Svayambhu means ‘self existent’, signifying that the linga was not made by human beings, but came into existence by itself, from nature. To this lotus pond in the Tillai forest came two saints, named Vyagrapada and Patanjali. They came from very different backgrounds and from very different directions, but they came for the same reason: to witness Shiva’s Cosmic Dance. It had been foretold to them that if they would worship the linga on the bank of the lotus pond in the forest, Lord Shiva would come to perform His Dance.

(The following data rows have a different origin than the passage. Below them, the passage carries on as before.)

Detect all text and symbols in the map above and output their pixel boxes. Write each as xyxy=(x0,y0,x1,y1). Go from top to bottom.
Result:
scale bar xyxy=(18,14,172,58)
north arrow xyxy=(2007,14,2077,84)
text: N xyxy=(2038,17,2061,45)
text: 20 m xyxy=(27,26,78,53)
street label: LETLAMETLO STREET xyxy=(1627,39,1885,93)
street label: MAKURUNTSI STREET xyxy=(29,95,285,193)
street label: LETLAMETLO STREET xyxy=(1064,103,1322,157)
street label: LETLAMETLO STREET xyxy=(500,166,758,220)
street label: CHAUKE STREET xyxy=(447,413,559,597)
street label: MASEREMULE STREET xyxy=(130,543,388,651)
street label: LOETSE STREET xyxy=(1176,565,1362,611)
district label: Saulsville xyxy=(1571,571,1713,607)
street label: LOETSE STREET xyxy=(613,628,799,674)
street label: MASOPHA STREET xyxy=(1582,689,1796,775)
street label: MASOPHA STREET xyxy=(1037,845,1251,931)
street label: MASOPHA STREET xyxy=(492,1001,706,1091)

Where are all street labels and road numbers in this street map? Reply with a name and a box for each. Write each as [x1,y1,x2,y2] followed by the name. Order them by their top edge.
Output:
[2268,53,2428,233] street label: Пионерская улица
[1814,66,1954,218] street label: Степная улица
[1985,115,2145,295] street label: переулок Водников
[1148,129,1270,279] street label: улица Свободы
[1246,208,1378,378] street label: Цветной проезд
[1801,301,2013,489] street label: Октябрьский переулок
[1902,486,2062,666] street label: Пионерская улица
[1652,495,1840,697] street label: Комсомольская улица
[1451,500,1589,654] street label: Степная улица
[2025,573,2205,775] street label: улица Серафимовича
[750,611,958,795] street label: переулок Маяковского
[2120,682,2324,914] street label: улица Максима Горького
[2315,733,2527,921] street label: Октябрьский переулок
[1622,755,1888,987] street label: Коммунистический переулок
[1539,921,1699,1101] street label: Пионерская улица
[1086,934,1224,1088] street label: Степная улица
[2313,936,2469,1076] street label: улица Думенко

Eventually this great event took place. Nataraja came to perform His Dance on a Thursday, when the moon was in the asterism Pushan, in the Tamil month of Tai, long before the Christian era. This dance is called the Ananda Tandava or Dance of Bliss. The saints achieved liberation, and on their special request Shiva promised to perform His Dance for all time at that place. For the full narration of the myth the reader is referred to chapter III.

The story of the origin of the worship of Shiva Nataraja in Chidambaram is told in the Chidambaram Mahatmyam. The Sacred History of Chidambaram, which is part of the Skanda Purana, one of the 18 great Puranas or collections of mythology. From one of the saints, Vyagrapada, which means Tiger Footed, Chidambaram received its second name, Puliyur, meaning ‘City of the Tiger’.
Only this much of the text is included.